John B. Engen, PhD University of New Mexico jengen@hxms.com Phone:(505) 277-4226 Personal Website

Title: Effects of Tom20 and Tom22 on the Structure of Proteins

The unfolding of proteins in vivo is critically important for life but is not well understood. It is clear that the process is necessary and that it happens correctly, but the exact mechanisms and pathways are unknown. Although much has been done to study protein unfolding in vitro, the behavior of proteins in the test tube is most likely not the same as that inside cells. The primary reason for the difference is that in vivo, proteins are unfolded by cellular machinery and not by denaturants as is typical for in vitro experiments. One reason that so little is known about how proteins behave when inside cells is the lack of methods capable of probing the folding and unfolding of proteins in cellular contexts. Without knowledge of the in vivo unfolding of proteins, in vitro unfolding studies must be extrapolated to the context of cells, an endeavor that will most likely not provide information about what is really unknown: what proteins are doing in living cells.

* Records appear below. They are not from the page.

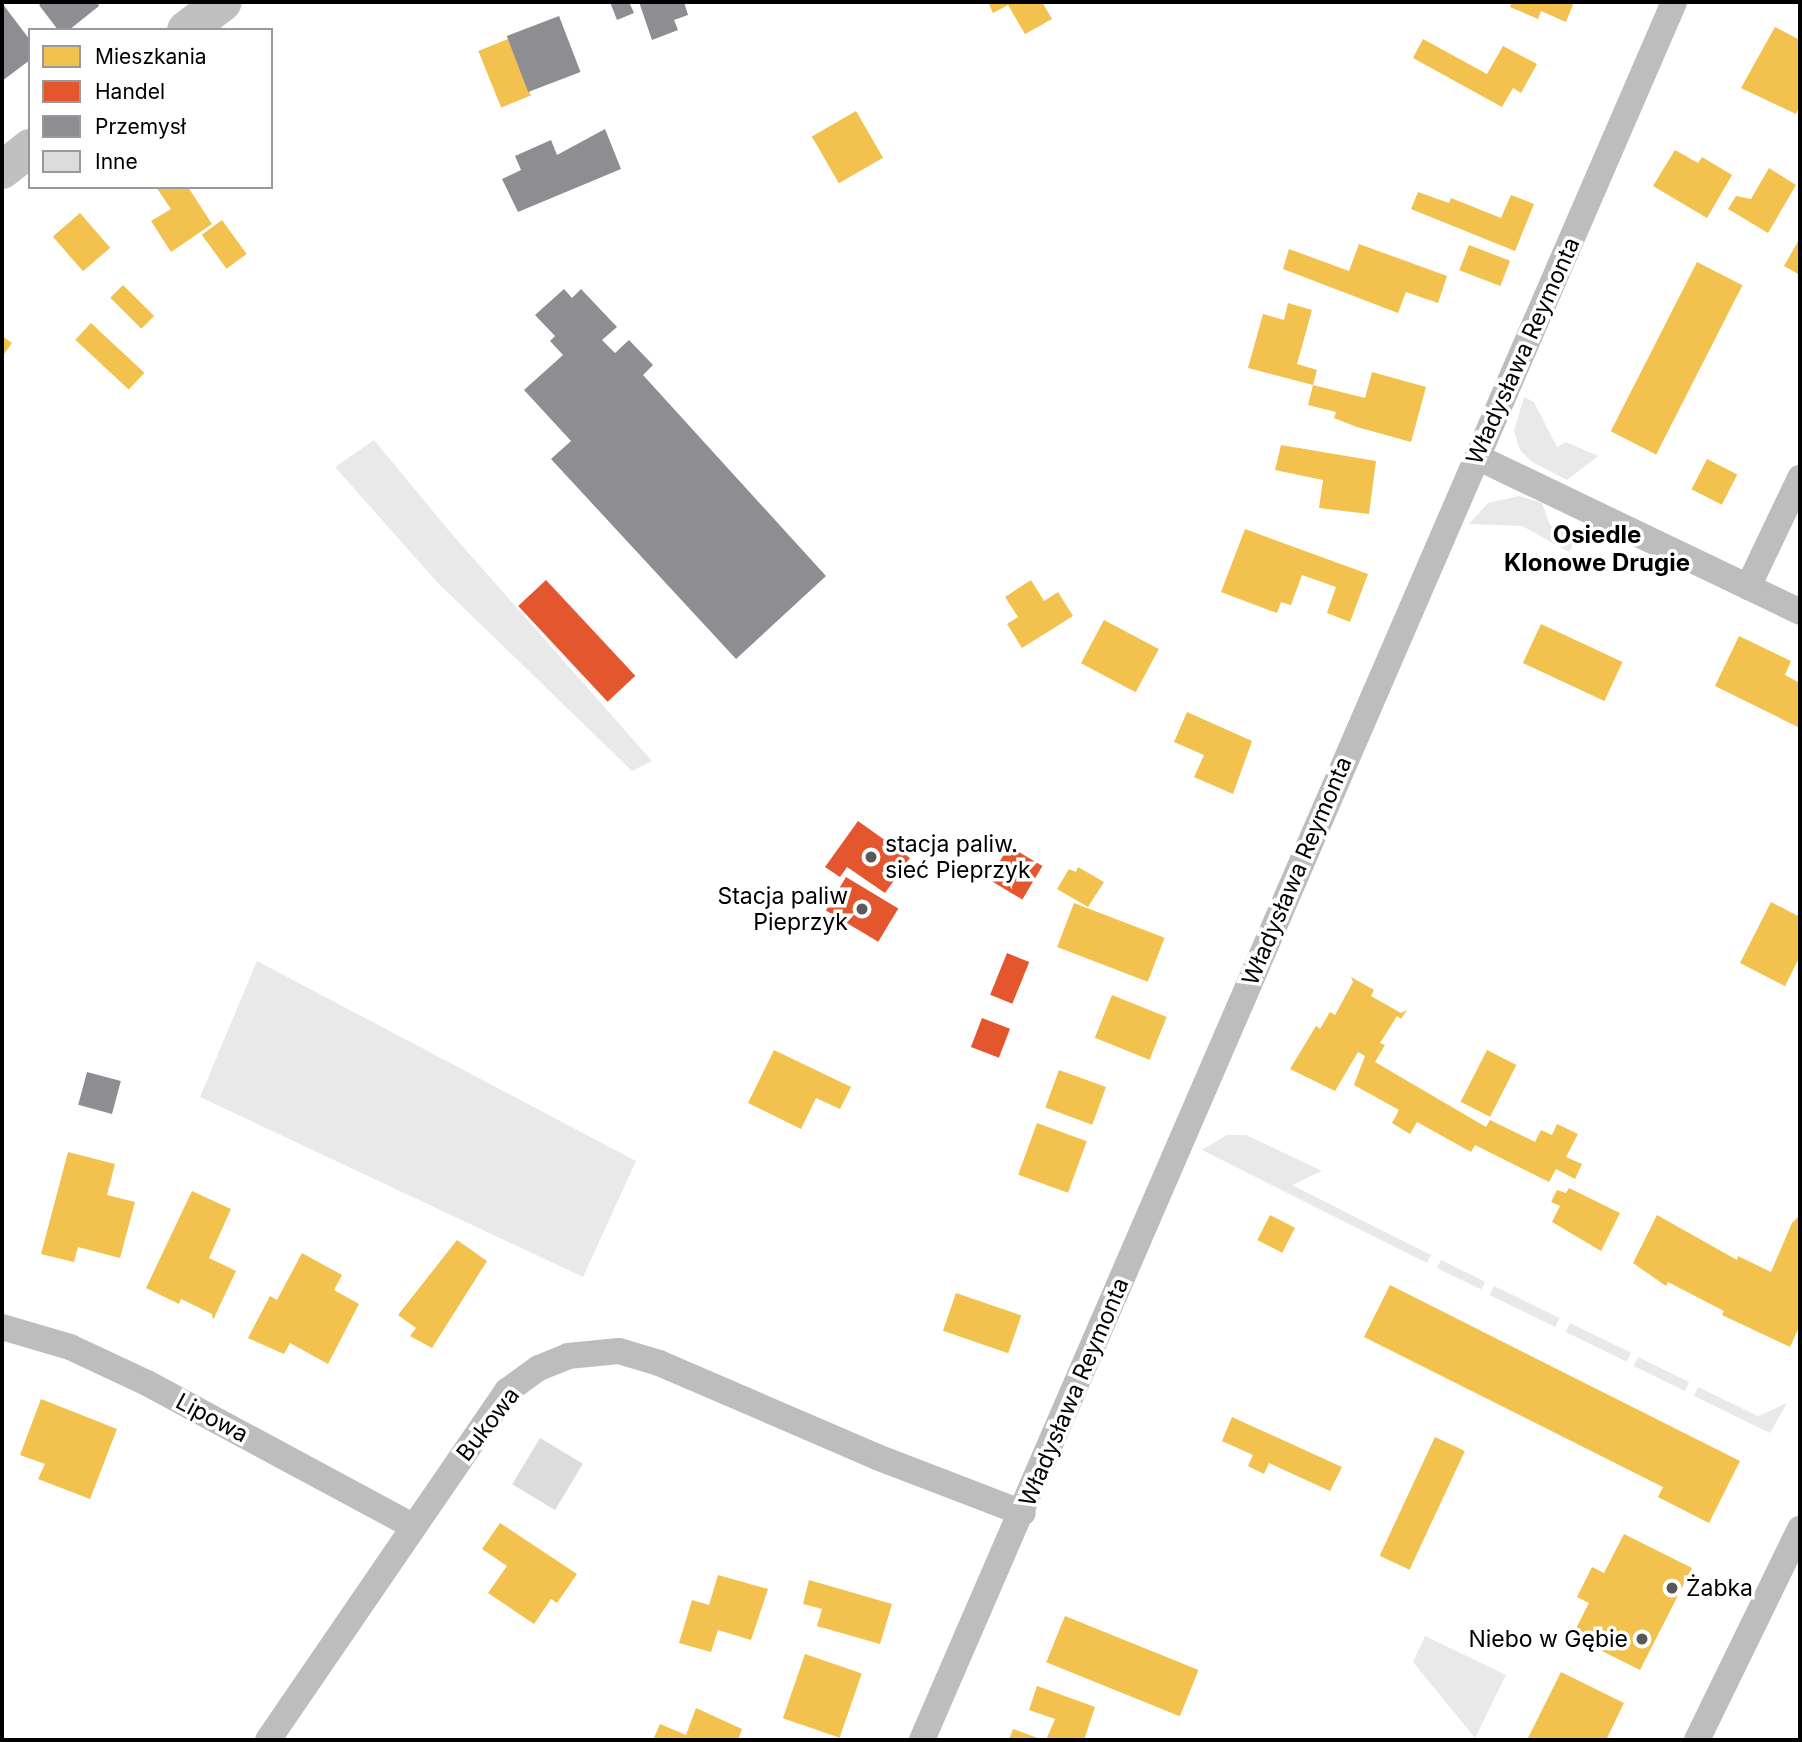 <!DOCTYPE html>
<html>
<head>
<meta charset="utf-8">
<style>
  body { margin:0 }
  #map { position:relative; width:1802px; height:1742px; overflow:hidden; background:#fff; font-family:Inter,sans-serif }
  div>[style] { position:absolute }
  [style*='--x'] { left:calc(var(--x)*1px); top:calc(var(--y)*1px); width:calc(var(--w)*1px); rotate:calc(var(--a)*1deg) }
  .green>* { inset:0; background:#e9e9e9; transform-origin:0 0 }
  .homes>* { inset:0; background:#f2c14e; transform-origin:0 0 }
  .shops>* { inset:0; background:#e4572e; transform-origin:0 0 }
  .industry>* { inset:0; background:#8d8d92; transform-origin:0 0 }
  .building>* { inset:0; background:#dcdcdc; transform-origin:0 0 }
  .minor>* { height:26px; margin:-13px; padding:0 13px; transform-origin:13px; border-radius:13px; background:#bdbdbd }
  .secondary>* { height:38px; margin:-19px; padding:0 19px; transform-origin:19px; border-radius:19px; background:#c0c0c0 }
  .dots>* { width:19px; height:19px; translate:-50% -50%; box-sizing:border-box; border:4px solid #fff; border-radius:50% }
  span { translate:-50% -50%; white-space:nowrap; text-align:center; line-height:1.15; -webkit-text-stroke:7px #fff; paint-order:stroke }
  .street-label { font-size:23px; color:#000 }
  .poi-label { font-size:23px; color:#000 }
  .left { translate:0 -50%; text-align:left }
  .right { translate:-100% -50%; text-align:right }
  .neighbourhood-label { font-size:24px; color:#000; font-weight:700 }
  .frame { position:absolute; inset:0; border:4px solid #000; pointer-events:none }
  .legend { position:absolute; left:28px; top:28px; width:245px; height:161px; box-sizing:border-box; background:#fff; border:2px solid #999; margin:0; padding:9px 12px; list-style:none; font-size:21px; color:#000 }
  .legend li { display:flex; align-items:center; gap:14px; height:35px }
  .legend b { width:35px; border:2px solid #999 }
</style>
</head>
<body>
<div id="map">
  <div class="green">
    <i style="clip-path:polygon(1524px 397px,1534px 402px,1557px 447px,1566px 442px,1598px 456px,1567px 480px,1532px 462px,1520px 450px,1514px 431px)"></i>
    <i style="clip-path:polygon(374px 440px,450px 532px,652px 761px,632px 771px,437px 582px,335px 467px)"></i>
    <i style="clip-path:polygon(1519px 496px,1542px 503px,1550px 525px,1576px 539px,1569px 552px,1522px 526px,1469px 524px,1488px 503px)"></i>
    <i style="clip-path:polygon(257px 961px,636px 1161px,583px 1277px,200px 1097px)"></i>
    <i style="clip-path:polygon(1227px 1135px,1246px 1135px,1322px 1171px,1292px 1185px,1431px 1255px,1427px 1263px,1202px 1150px)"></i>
    <i style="left:1441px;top:1260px;width:49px;height:9px;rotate:26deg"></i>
    <i style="left:1494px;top:1286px;width:73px;height:10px;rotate:26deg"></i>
    <i style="left:1570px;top:1323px;width:68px;height:10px;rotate:26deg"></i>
    <i style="left:1638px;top:1357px;width:57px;height:10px;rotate:26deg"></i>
    <i style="clip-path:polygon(1698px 1387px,1758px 1416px,1787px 1403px,1770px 1433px,1694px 1396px)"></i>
    <i style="clip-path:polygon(1425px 1636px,1506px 1675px,1475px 1738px,1413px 1662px)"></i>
  </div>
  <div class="homes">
    <i style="clip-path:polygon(988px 2px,1042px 2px,1052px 19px,1025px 34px,1008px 5px,993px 13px)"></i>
    <i style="clip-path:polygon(1512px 2px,1574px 2px,1566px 22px,1541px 11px,1538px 19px,1510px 7px)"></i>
    <i style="clip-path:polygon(1775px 27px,1800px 40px,1800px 105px,1796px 114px,1741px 88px)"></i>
    <i style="left:508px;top:39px;width:61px;height:32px;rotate:68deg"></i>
    <i style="clip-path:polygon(1423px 39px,1487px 74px,1503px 46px,1537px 64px,1521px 93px,1513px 88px,1502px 107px,1413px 58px)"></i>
    <i style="left:856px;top:111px;width:54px;height:51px;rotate:60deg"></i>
    <i style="clip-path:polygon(1675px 150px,1698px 163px,1702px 157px,1732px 175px,1707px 218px,1653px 186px)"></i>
    <i style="clip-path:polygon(1769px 168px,1796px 185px,1768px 233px,1728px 209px,1736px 196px,1751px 199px)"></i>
    <i style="clip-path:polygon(156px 187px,188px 187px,212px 224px,171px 252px,151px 221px,171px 209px)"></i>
    <i style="clip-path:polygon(1418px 192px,1449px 203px,1451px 198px,1501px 218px,1511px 195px,1534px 204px,1515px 251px,1411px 209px)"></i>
    <i style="left:80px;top:213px;width:46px;height:36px;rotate:49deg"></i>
    <i style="left:222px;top:220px;width:42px;height:25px;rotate:54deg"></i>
    <i style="clip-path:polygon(1800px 238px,1800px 275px,1784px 266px)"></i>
    <i style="clip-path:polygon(1359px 244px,1447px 276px,1438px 303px,1406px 292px,1398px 313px,1283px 269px,1289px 249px,1349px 271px)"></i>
    <i style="left:1469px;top:245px;width:44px;height:27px;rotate:21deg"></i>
    <i style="left:1697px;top:262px;width:51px;height:190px;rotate:27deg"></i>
    <i style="left:123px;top:285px;width:44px;height:18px;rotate:45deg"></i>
    <i style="clip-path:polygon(1288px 303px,1312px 310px,1297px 364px,1317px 370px,1313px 385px,1365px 398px,1372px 372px,1426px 387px,1411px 442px,1357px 427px,1334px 418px,1336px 412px,1308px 405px,1313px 385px,1248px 368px,1263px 314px,1284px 320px)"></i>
    <i style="left:91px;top:323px;width:73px;height:23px;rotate:43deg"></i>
    <i style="clip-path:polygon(2px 336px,12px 343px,2px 357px)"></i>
    <i style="clip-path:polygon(1281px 445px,1376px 461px,1369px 514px,1319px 508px,1323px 480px,1275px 470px)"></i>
    <i style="left:1707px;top:459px;width:34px;height:34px;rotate:27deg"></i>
    <i style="clip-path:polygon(1245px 529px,1368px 574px,1350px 622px,1327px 613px,1336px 587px,1302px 575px,1291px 605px,1281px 602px,1277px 613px,1221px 592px)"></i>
    <i style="clip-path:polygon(1031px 580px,1044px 601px,1058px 592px,1073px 616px,1022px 648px,1007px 624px,1018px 617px,1005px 597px)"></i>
    <i style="left:1104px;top:620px;width:62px;height:49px;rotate:28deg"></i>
    <i style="left:1541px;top:624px;width:90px;height:43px;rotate:25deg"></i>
    <i style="clip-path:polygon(1739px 636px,1791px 661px,1785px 675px,1800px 683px,1800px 728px,1715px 686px)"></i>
    <i style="clip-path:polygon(1187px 712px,1252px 741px,1233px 794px,1194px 777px,1204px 755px,1174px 742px)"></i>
    <i style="clip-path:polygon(1078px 867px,1104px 882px,1088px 907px,1057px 889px,1069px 869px,1076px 872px)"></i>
    <i style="clip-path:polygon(1771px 902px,1800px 917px,1800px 956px,1785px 986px,1740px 963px)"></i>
    <i style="left:1074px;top:903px;width:97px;height:47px;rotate:21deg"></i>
    <i style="clip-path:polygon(1351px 977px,1374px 990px,1371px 996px,1401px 1013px,1407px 1010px,1401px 1019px,1397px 1016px,1380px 1043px,1385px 1045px,1375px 1062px,1486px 1127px,1490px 1120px,1535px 1142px,1541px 1130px,1552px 1135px,1557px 1124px,1578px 1134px,1566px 1157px,1582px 1164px,1575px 1179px,1556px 1169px,1549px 1182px,1475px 1145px,1471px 1152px,1417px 1122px,1410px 1134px,1392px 1123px,1399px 1110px,1354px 1085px,1365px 1056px,1358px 1052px,1335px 1091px,1290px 1069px,1316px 1026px,1320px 1029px,1330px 1012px,1335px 1015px,1353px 982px)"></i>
    <i style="left:1112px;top:995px;width:59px;height:46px;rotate:22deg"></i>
    <i style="clip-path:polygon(774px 1050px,851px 1087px,840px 1109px,816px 1098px,801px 1129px,748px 1103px)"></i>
    <i style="left:1487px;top:1050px;width:33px;height:58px;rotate:27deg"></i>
    <i style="left:1059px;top:1070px;width:50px;height:40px;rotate:20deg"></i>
    <i style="left:1037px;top:1123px;width:53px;height:55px;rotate:20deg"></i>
    <i style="clip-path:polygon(68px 1152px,115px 1164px,107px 1195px,135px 1202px,120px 1258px,78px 1247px,74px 1262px,41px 1254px)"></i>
    <i style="clip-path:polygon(1569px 1188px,1620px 1213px,1601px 1251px,1552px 1222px,1560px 1206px,1551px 1202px,1557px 1190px,1566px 1193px)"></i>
    <i style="clip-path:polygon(192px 1191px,231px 1209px,209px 1258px,236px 1271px,213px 1320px,212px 1314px,181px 1299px,179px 1304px,146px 1288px)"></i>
    <i style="left:1270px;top:1215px;width:28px;height:28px;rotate:27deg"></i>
    <i style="clip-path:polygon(1657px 1215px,1737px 1260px,1738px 1256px,1771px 1272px,1792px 1223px,1800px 1215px,1800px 1325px,1790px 1347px,1722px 1315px,1724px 1311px,1668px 1282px,1666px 1286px,1633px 1263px)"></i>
    <i style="clip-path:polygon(457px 1240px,487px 1261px,432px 1348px,410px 1336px,416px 1328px,398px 1315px)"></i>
    <i style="clip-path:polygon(302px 1253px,342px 1275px,334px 1290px,359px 1304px,328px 1364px,290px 1343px,284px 1354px,248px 1338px,270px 1296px,277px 1300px)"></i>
    <i style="clip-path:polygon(1390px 1285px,1740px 1461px,1709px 1523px,1658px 1497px,1663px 1487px,1364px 1337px)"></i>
    <i style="left:956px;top:1293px;width:69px;height:40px;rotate:19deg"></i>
    <i style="clip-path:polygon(41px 1399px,117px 1429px,90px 1499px,38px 1479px,45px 1464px,20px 1455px)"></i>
    <i style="clip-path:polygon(1232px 1417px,1342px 1467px,1330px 1491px,1269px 1463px,1264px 1474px,1248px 1466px,1253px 1455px,1222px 1441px)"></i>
    <i style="left:1435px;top:1437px;width:33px;height:131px;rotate:25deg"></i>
    <i style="clip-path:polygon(500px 1523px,577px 1574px,557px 1603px,551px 1599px,534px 1624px,488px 1593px,507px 1566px,482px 1549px)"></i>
    <i style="clip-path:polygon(1624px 1534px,1692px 1568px,1640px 1670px,1572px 1636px,1589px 1603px,1577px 1597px,1592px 1567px,1604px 1573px)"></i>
    <i style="clip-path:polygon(718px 1575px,768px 1589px,751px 1640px,718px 1630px,711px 1652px,679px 1643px,692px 1600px,709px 1605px)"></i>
    <i style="clip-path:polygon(809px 1580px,892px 1604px,880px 1644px,817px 1626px,822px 1609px,803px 1604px)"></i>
    <i style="left:1065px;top:1616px;width:144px;height:50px;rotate:22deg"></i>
    <i style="left:805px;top:1654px;width:60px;height:68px;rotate:19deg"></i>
    <i style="clip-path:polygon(1561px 1672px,1624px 1703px,1606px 1740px,1527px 1740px)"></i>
    <i style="clip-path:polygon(1037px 1686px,1095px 1707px,1084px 1740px,1046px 1740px,1055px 1719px,1029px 1710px)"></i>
    <i style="clip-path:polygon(696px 1708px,742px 1729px,738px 1740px,653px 1740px,660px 1724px,686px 1735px)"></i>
    <i style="clip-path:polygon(1013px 1729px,1043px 1740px,1009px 1740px)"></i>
  </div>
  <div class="shops">
    <i style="left:546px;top:580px;width:131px;height:38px;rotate:47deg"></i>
    <i style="clip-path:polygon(858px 821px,910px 858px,885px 893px,847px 867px,840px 877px,825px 867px)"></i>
    <i style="left:1009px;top:846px;width:39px;height:39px;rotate:31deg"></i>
    <i style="left:846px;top:877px;width:61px;height:39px;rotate:31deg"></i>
    <i style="left:1007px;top:953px;width:24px;height:45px;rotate:22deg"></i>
    <i style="left:982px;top:1018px;width:30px;height:31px;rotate:21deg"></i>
  </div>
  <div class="industry">
    <i style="clip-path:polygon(43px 2px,97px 2px,99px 6px,69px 30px,58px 30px,39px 5px)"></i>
    <i style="clip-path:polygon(610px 2px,629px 2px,634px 13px,617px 20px)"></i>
    <i style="clip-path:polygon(639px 2px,684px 2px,688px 15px,674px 20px,678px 30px,652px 40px)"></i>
    <i style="clip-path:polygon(2px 3px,30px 40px,30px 60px,2px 81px)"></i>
    <i style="left:559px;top:16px;width:60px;height:56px;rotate:69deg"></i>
    <i style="clip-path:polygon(605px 129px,621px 169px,518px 212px,502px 179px,521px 170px,515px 156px,551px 140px,557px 155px)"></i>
    <i style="clip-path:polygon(564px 289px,572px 298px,581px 289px,617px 327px,602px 340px,615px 353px,629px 340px,653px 365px,643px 375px,826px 576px,736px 659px,551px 459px,571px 441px,524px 390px,563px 355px,550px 341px,555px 336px,535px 315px)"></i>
    <i style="left:87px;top:1072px;width:35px;height:34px;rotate:15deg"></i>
  </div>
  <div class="building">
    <i style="left:540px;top:1438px;width:50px;height:54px;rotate:31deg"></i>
  </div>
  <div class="minor">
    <i style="--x:1477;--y:457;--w:358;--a:25.6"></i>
    <i style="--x:1748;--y:587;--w:121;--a:-64.5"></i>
    <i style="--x:2;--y:1327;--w:71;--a:16.4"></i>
    <i style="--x:70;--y:1347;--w:85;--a:25.1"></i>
    <i style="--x:147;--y:1383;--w:303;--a:28.3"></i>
    <i style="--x:268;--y:1740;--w:423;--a:-55.6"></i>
    <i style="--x:507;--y:1391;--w:39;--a:-36"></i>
    <i style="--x:539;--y:1368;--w:31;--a:-22"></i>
    <i style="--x:568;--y:1356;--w:51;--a:-5.6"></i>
    <i style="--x:619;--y:1351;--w:42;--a:16.7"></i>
    <i style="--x:659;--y:1363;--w:237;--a:23.3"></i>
    <i style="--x:877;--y:1457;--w:156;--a:21"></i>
    <i style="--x:922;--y:1740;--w:1894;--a:-66.6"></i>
    <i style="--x:1697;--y:1740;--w:235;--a:-64"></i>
  </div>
  <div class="secondary">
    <i style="--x:186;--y:30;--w:46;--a:-37.1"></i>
    <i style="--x:2;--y:170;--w:36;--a:-38"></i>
  </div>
  <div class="dots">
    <i style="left:871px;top:857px;background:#595959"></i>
    <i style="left:862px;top:909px;background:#595959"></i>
    <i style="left:1672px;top:1588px;background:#595959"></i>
    <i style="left:1642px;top:1639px;background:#595959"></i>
  </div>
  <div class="street-label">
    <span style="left:1523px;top:351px;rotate:-66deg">Władysława Reymonta</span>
    <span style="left:1297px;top:871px;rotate:-67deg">Władysława Reymonta</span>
    <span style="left:1074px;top:1392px;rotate:-67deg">Władysława Reymonta</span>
    <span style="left:212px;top:1418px;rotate:28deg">Lipowa</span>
    <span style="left:488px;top:1424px;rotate:-52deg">Bukowa</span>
  </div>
  <div class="poi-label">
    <span class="left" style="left:885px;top:857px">stacja paliw.<br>sieć Pieprzyk</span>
    <span class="right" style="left:848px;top:909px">Stacja paliw<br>Pieprzyk</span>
    <span class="left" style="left:1686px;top:1588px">Żabka</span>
    <span class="right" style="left:1628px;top:1639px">Niebo w Gębie</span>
  </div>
  <div class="neighbourhood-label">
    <span style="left:1597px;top:549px">Osiedle<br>Klonowe Drugie</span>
  </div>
  <div class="frame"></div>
  <ul class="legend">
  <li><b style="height:19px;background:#f2c14e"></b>Mieszkania</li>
  <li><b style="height:19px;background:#e4572e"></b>Handel</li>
  <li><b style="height:19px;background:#8d8d92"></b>Przemysł</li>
  <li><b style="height:19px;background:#dcdcdc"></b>Inne</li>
  </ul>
</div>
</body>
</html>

The long-term goal of this research is to fully characterize the unfolding pathway of proteins in an in vivo context. The event we have chosen to focus on first is the unfolding of proteins prior to transport across the mitochondrial membrane, one of the best understood cellular unfolding events. The recent BRIN-supported project in my laboratory entitled "Protein unfolding / refolding during mitochondrial import" has addressed the early stages of protein unfolding prior to import. The objective of this application is the next logical step towards the long-term goal: understanding how proteins located in the outer membrane of mitochondria alter the normal, regularly folded conformation of proteins prior to import. The hypothesis is that Tom20 and/or Tom 22 induce some protein unfolding prior to mitochondrial import and that the protocols and techniques developed in the past two years will allow detailed analysis of the unfolding. The rationale for this work includes two things: 1) an understanding of how Tom proteins unfold proteins in the course of mitochondrial import and 2) the creation of new, improved methods for understanding how proteins structure is altered in real cellular contexts. Having dealt with these systems and techniques for the past three years, our research environment is very conducive for success.

To determine how Tom20 and Tom22 proteins alter the conformation of proteins that are imported into mitochondria, the following specific aim will be accomplished:

Understand what protein unfolding is catalyzed by the Tom20 & Tom22 proteins Based on literature reports, Tom20 and Tom22 interact with proteins just prior to transport. Binding is specific and may induce unfolding. We expect that our techniques will indicate if and where unfolding occurs in proteins interacting with Tom20/22.

With our innovative techniques of hydrogen exchange (HX) combined with mass spectrometry (MS), we expect to be able to see unfolding at a level of detail previously not possible. The outcome of this proposed research is expected to be detailed information about in vivo catalyzed unfolding by several proteins involved in early steps of mitochondrial import. This information is important if we are to understand the complex process catalyzed by import machinery. The results will contribute to basic knowledge about mitochondria-induced protein unfolding and cellular unfolding in general. Such information may ultimately be beneficial for understanding and treatment of diseases associated with improper protein transport. An additional benefit of successful completion is refinement of the techniques and protocols for probing protein unfolding and folding in vivo which could logically be extended to investigating other protein unfolding or folding events in vivo.